Jul

06

2012

Kevin DeYoung|5:58 am CT

Embracing a Pastoral Approach

What does it mean to be “pastoral”?

I’m a pastor. Have been for ten years. Best job I can imagine. I get to serve the God I love and work with the things our God loves most deeply: his word and his church. As the Senior Pastor of University Reformed Church I am 100% in favor of being “pastoral.”

So long as the word means what the Bible means for it to mean.

When I see the adjective “pastoral” placed in front of a noun it seems to me the word is almost always meant to convey, in contemporary parlance, a truncated set of virtues. A “pastoral approach” implies gentleness, patience, and a lot of listening. If someone is “pastoral” he is good with people, sensitive, and a calming influence. “Pastoral care” means comforting the sick, visiting widows, and lending a shoulder to cry on. These are all find examples of being a good pastor.

But these examples do not exhaust what the Bible means by “pastoral ministry.” My fear is that the soft virtues of pastoral care have so eclipsed the hard virtues that for many people a “pastoral approach” is another way of saying “amiable, personable, and psychological.” At worst, “pastoral” becomes that wonderful temperament we exude when we get through being preachy and theological. Slap the pastoral adjective in front of something and that thing becomes a whole lot sweeter. The biblical approach might be nasty and theological approach nefarious, but the pastoral approach sounds nice.

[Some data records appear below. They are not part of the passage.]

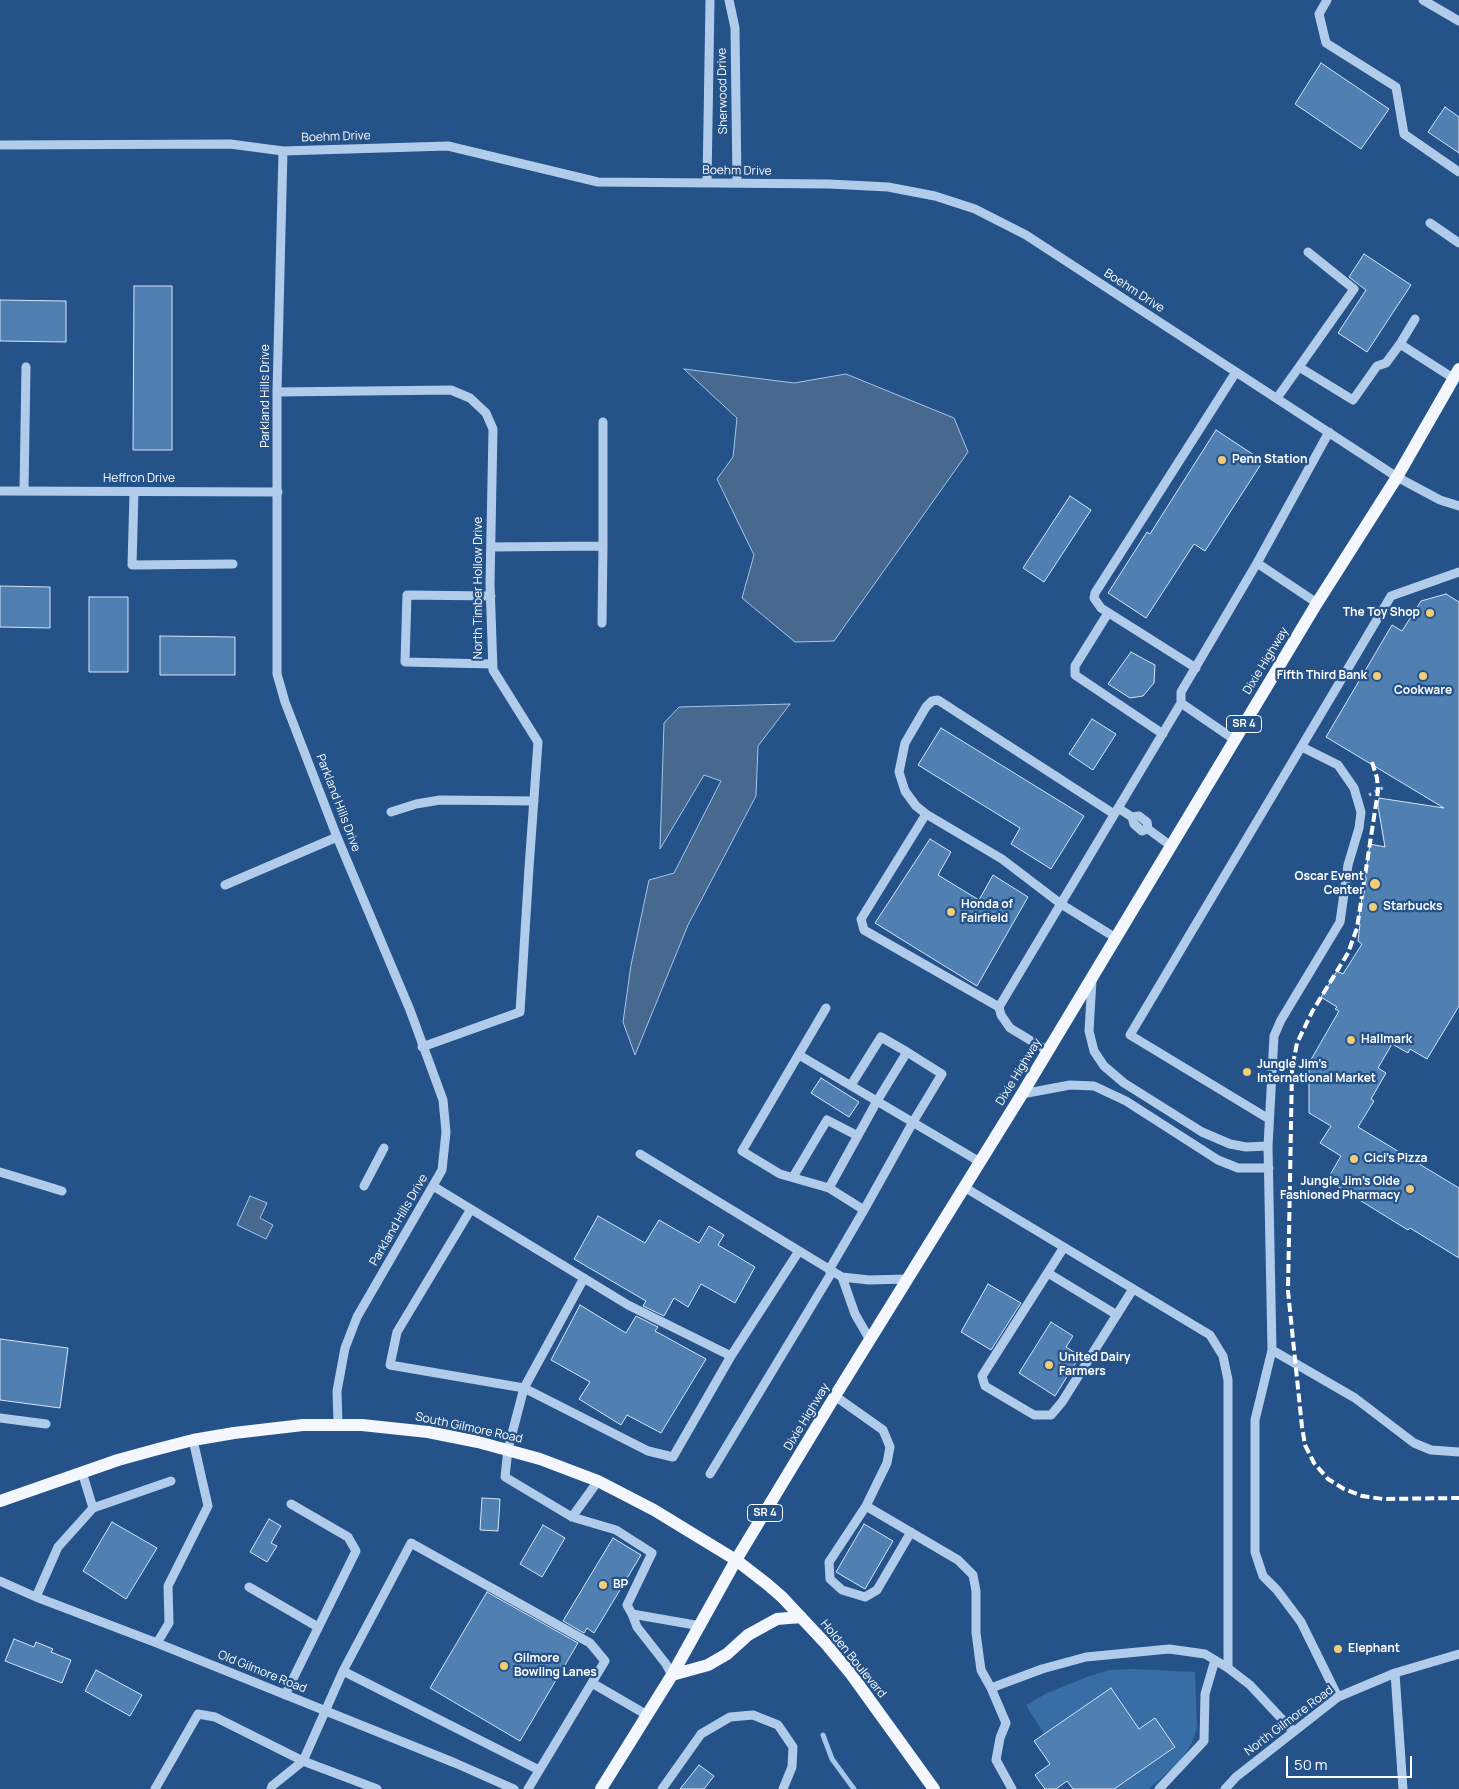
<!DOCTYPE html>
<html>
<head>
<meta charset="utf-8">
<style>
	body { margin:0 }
	#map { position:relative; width:1459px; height:1789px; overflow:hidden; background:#245289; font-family:Manrope,sans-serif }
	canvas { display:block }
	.scale { position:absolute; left:1286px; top:1756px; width:126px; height:22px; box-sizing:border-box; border:2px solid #fff; border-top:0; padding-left:6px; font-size:15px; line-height:18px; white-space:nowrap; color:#fff; -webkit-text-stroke:4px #245289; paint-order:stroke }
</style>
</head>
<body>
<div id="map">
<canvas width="1459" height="1789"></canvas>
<div class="scale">50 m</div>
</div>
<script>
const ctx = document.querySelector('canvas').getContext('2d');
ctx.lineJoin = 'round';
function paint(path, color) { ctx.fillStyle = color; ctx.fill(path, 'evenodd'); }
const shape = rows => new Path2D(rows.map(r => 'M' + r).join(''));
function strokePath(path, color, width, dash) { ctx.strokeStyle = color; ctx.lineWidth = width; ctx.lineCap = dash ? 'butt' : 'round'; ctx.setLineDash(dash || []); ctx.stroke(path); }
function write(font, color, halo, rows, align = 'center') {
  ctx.font = font + ' Manrope,sans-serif'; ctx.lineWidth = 4.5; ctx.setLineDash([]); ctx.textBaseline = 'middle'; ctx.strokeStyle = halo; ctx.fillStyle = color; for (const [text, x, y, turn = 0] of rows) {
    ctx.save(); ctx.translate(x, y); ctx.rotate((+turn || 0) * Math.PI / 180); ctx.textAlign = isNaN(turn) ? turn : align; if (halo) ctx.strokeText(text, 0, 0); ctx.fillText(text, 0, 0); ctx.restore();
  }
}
const green = shape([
	[1133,1669,1195,1672,1197,1729,1191,1745,1181,1760,1149,1789,1114,1789,1175,1748,1155,1718,1139,1729,1111,1688,1044,1734,1026,1705,1047,1693,1087,1677,1109,1670]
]);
const water = shape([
	[684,369,794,383,846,374,954,418,968,452,834,641,795,642,742,598,754,555,717,479,733,457,737,418,684,369],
	[790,704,758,746,756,796,688,925,635,1055,623,1022,631,965,649,880,674,873,721,781,704,775,660,849,664,723,679,707,790,704],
	[250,1196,267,1203,260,1218,273,1225,266,1239,237,1225,250,1196]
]);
const stream = shape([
	[823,1735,832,1759,854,1789]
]);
const building = shape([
	[1321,63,1389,109,1361,149,1295,104,1321,63],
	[1445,107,1459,117,1459,153,1428,132,1445,107],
	[1364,254,1411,285,1367,352,1338,333,1366,290,1349,277,1364,254],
	[134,286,172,286,172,450,133,450,134,286],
	[0,300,66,301,66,342,0,341,0,300],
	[1216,430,1263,461,1205,551,1194,544,1146,618,1108,593,1147,532,1150,534,1216,430],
	[1070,496,1091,510,1044,582,1023,568,1070,496],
	[0,586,50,587,50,628,0,627,0,586],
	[1446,594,1459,602,1459,1006,1427,1059,1410,1049,1408,1053,1392,1044,1378,1068,1386,1073,1371,1099,1374,1101,1358,1127,1459,1188,1459,1258,1410,1228,1408,1230,1327,1180,1341,1156,1320,1143,1331,1126,1309,1113,1309,1063,1339,1011,1335,1009,1337,1007,1321,997,1337,971,1343,974,1362,944,1358,941,1360,924,1358,924,1370,844,1385,847,1378,806,1379,798,1444,808,1326,737,1392,625,1402,631,1421,601,1446,594],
	[89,597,128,597,128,672,89,672,89,597],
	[160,636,235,637,235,675,160,675,160,636],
	[1131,652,1155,665,1154,683,1143,696,1130,698,1108,684,1131,652],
	[1092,719,1116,734,1093,770,1069,754,1092,719],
	[941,728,1084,816,1051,869,1011,844,1020,828,918,765,941,728],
	[930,839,951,852,938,875,979,900,993,875,1028,897,977,986,875,923,930,839],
	[821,1078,859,1102,849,1117,811,1093,821,1078],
	[598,1216,645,1243,659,1220,699,1243,709,1226,724,1235,718,1245,755,1267,735,1303,701,1284,688,1307,674,1298,664,1316,643,1306,646,1301,574,1259,598,1216],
	[988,1284,1021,1303,991,1350,961,1332,988,1284],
	[580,1305,626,1333,636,1316,658,1327,655,1331,706,1359,661,1433,627,1415,621,1425,579,1399,590,1382,551,1360,580,1305],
	[1051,1322,1073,1336,1066,1347,1080,1356,1055,1396,1019,1373,1051,1322],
	[0,1339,68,1348,60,1408,0,1400,0,1339],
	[482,1498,500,1499,498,1531,480,1530,482,1498],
	[269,1519,281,1526,271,1543,277,1546,267,1562,250,1552,269,1519],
	[112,1522,157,1548,126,1599,83,1571,112,1522],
	[864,1524,893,1541,865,1589,836,1572,864,1524],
	[543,1525,565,1538,542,1577,520,1564,543,1525],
	[613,1538,641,1555,594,1633,587,1628,584,1633,563,1621,613,1538],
	[487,1592,578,1643,520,1741,430,1688,487,1592],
	[14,1639,34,1647,36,1642,53,1649,51,1652,71,1660,62,1683,5,1661,14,1639],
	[96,1670,142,1695,130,1716,85,1691,96,1670],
	[1111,1688,1139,1729,1155,1718,1175,1747,1114,1789,1073,1789,1067,1781,1056,1789,1045,1789,1035,1775,1050,1764,1034,1741,1111,1688],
	[699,1765,714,1776,704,1789,680,1789,699,1765]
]);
const path = shape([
	[1369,795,1386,786]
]);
const minor = shape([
	[729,0,735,28,737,183],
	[1327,0,1319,14,1326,43,1396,87,1404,134,1459,172],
	[1423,0,1459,21],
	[0,145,230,144,283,151,448,146,598,182,829,184,888,187,935,196,975,209,1026,235,1397,477,1440,500,1459,506],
	[283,151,277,392,277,674,285,702,337,837,410,1010,443,1100,446,1132,442,1170,357,1317,345,1348,337,1391,338,1425],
	[707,183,710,0],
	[1430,223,1459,243],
	[1308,252,1354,289,1299,367,1353,400,1377,366,1386,363,1400,344],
	[1415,319,1400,344,1453,378],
	[277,392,451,390,470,398,486,413,493,429,490,584,493,670,538,742,529,868,520,1012,422,1047],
	[1277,398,1299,367],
	[0,491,278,492],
	[24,491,26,367],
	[134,492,132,565,233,564],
	[491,547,603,546,603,422],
	[1257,563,1317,603],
	[491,596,407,595,405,662,492,664],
	[1108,613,1075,666,1075,675,1163,734],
	[602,623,603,546],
	[1196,668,1101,608,1094,598,1095,593,1236,372],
	[1235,740,1181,703,1181,692,1257,563,1329,432],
	[1302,747,1338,765,1354,788,1361,812,1359,828,1348,865,1340,922,1281,1020,1274,1036,1268,1146,1272,1350,1255,1420,1255,1552,1263,1576,1277,1590,1301,1622,1338,1697],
	[1118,808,1132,817,1139,816,1147,822,1148,829,1171,846],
	[391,812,416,804,440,800,534,801],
	[926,814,916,806,905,791,899,772,905,743,926,707,932,701,938,700,1114,814],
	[1132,817,1134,824,1142,831,1148,829],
	[225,885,337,837],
	[1092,980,1089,1031,1094,1051,1104,1066,1124,1083,1202,1132,1230,1144,1246,1147,1268,1146],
	[999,1007,864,930,861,919,926,814,1002,859,1061,904,1116,938],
	[826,1008,742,1151,780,1174,829,1188],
	[1048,1051,1010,1028,1001,1015,999,1007,1181,703],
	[799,1055,980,1162],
	[851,1085,881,1037,907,1052],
	[1022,1094,1070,1085,1094,1086,1126,1101,1218,1160,1238,1168,1269,1168],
	[1269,1119,1130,1035,1391,596,1459,572],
	[640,1154,842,1277,869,1280,907,1279],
	[0,1172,62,1191],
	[793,1177,827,1120,858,1136],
	[364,1186,384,1148],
	[433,1186,628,1305,731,1356,673,1457,648,1451,524,1388,390,1365,397,1332,471,1209],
	[964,1187,1210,1335,1223,1356,1228,1380,1228,1668],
	[1064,1247,982,1376,985,1386,1034,1415,1051,1415,1062,1402,1133,1289],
	[829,1270,864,1210,913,1122,942,1074,907,1052,877,1101,829,1188,864,1210],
	[1048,1273,1117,1315],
	[842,1277,855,1314,870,1340],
	[584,1278,524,1388,508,1449,505,1477,572,1517,616,1530,652,1553,627,1605,632,1614,637,1627,666,1664,672,1675],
	[1272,1350,1355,1398,1414,1443,1431,1450,1459,1452],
	[731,1356,799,1251],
	[835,1396,883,1430,890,1447,887,1463,866,1506,958,1560,973,1575,976,1591,976,1633,981,1670,991,1688,1006,1723,1000,1738,996,1760,1012,1789],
	[0,1418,46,1424],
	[82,1472,93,1508],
	[710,1474,832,1272],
	[866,1506,829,1562,830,1579,842,1590,865,1597,877,1590,911,1532],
	[572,1517,598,1481],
	[0,1581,36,1597,157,1643,455,1763,514,1789],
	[249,1587,318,1627],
	[36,1597,58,1547,93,1508,171,1481],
	[632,1614,701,1626],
	[157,1643,169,1623,168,1586,208,1506,193,1440],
	[1395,1673,1403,1789],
	[592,1683,647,1715],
	[991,1688,1042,1669,1086,1657,1169,1649,1205,1654,1228,1668,1250,1685,1293,1731],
	[285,1695,356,1551,348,1537,291,1504],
	[155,1789,198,1714,215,1717,303,1761,377,1789],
	[271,1789,272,1786,303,1761,343,1671],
	[528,1789,605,1661,590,1643,411,1543,343,1671,539,1770],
	[662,1789,701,1734,730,1717,753,1715,778,1725,793,1747,792,1767,783,1789],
	[1159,1789,1204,1741,1205,1694,1215,1660],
	[1225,1789,1236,1777,1338,1697,1395,1673,1459,1654]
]);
const major = shape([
	[0,1501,118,1460,158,1449,193,1440,234,1433,303,1425,362,1425,428,1432,478,1442,540,1459,598,1481,654,1510,736,1560,767,1584,782,1597,826,1644,851,1674,934,1789],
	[672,1675,708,1665,727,1654,748,1635,777,1619,801,1617],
	[601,1789,672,1675,736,1560,835,1396,1022,1094,1317,603,1397,477,1459,369]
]);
const rail = shape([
	[1372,762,1377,778,1378,791,1357,928,1348,953,1312,1012,1297,1043,1292,1069,1288,1291,1302,1427,1305,1445,1314,1463,1328,1479,1344,1489,1362,1496,1383,1499,1459,1498]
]);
const markers = [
	[1222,460,5,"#f4cd74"],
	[1430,613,5,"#f4cd74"],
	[1377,676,5,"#f4cd74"],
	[1423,676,5,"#f4cd74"],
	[1375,884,6,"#f4cd74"],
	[1373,907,5,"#f4cd74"],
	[951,912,5,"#f4cd74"],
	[1351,1040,5,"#f4cd74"],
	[1247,1072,5,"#f4cd74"],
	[1354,1159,5,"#f4cd74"],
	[1410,1189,5,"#f4cd74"],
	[1049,1365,5,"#f4cd74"],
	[603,1585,5,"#f4cd74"],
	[1338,1649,5,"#f4cd74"],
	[504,1666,5,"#f4cd74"]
];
const shields = [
	[1244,724,35],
	[765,1513,35]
];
const shieldNames = [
	["SR 4",1244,724],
	["SR 4",765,1513]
];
const streetNames = [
	["Sherwood Drive",723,91,-91],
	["Boehm Drive",336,137,-2],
	["Boehm Drive",737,171,1],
	["Boehm Drive",1134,291,33],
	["Parkland Hills Drive",266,396,-90],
	["Heffron Drive",139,479],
	["North Timber Hollow Drive",479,588,-90],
	["Dixie Highway",1266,661,-59],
	["Parkland Hills Drive",338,803,69],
	["Dixie Highway",1019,1072,-59],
	["Parkland Hills Drive",399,1220,-60],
	["Dixie Highway",807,1417,-59],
	["South Gilmore Road",469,1428,12],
	["Holden Boulevard",853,1659,51],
	["Old Gilmore Road",262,1672,22],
	["North Gilmore Road",1289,1721,-37]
];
const poiNames = [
	["Penn Station",1232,460],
	["The Toy Shop",1420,613,"right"],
	["Fifth Third Bank",1367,676,"right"],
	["Cookware",1423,691,"center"],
	["Oscar Event",1364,877,"right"],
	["Center",1364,891,"right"],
	["Honda of",961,905],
	["Fairfield",961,919],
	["Starbucks",1383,907],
	["Hallmark",1361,1040],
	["Jungle Jim’s",1257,1065],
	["International Market",1257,1079],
	["Cici’s Pizza",1364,1159],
	["Jungle Jim’s Olde",1400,1182,"right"],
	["Fashioned Pharmacy",1400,1196,"right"],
	["United Dairy",1059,1358],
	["Farmers",1059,1372],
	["BP",613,1585],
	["Elephant",1348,1649],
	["Gilmore",514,1659],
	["Bowling Lanes",514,1673]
];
paint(green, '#386da6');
paint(water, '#47688f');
strokePath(water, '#a5c7eb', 1);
strokePath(stream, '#a5c7eb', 5);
paint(building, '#507fb2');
strokePath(building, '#d5e5f7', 1);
strokePath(path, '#b1ccea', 3, [2.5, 4]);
strokePath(minor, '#b1ccea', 9);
strokePath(major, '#f4f8fe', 12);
strokePath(rail, '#fff', 4, [9, 4]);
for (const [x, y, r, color] of markers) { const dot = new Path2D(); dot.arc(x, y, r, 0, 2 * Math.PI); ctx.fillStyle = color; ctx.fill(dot); strokePath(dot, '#245289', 2); }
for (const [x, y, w] of shields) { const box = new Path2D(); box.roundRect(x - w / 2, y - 8.5, w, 17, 4); ctx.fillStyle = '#245289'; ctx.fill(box); strokePath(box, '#fff', 1); }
write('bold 11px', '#fff', null, shieldNames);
write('12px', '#fff', '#245289', streetNames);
write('bold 12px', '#fff', '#245289', poiNames, 'left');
</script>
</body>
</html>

And yet, what is the “pastoral approach” except the approach of a shepherd? By definition, a shepherd is pastoral. That’s what the word means. So think about what shepherds must be like. According to Psalm 23, a good shepherd feeds, leads, guides, protects, and preserves. Shepherds in the ancient world were “remarkable and broadly capable persons.” As Timothy Laniak observes, “They were known for independence, resourcefulness, adaptability, courage and vigilance. Their profession cultivated a capacity for attentiveness, self-sacrifice, and compassion” (Shepherds After My Own Heart, 57). Shepherd leadership involves the use of authority, expressions of compassion, and protection of the flock. A “pastoral approach” may entail sympathy and patience, but the adjective pastoral must not be reduced to these things. The work of the shepherd encompasses everything from watching little lambs, ordering the sheep, and fending off wolves.

At its most foundational, pastoral ministry, Laniak concludes, “is the subtle blend of authority and care” (quoting Tidball, 247). Above all, the shepherd aims to serve the flock, even at great personal cost to himself. The shepherd is accountable for the sheep as their “protector, provider, and guide.” He must be the type of leader who can rule with a rod of iron (Psalm 2) and tenderly carry the nursing ewes (Isaiah 40). To be “pastoral” is to be tough and tender, courageous and comforting. The adjective must be sufficiently broad as to make sense of the broadness of the biblical imagery. Being pastoral is different than active listening combined with non-offensiveness. A truly pastoral approach exercises authority with compassion, provides protection through self-sacrifice, and looks after the weak by offering leadership that is strong.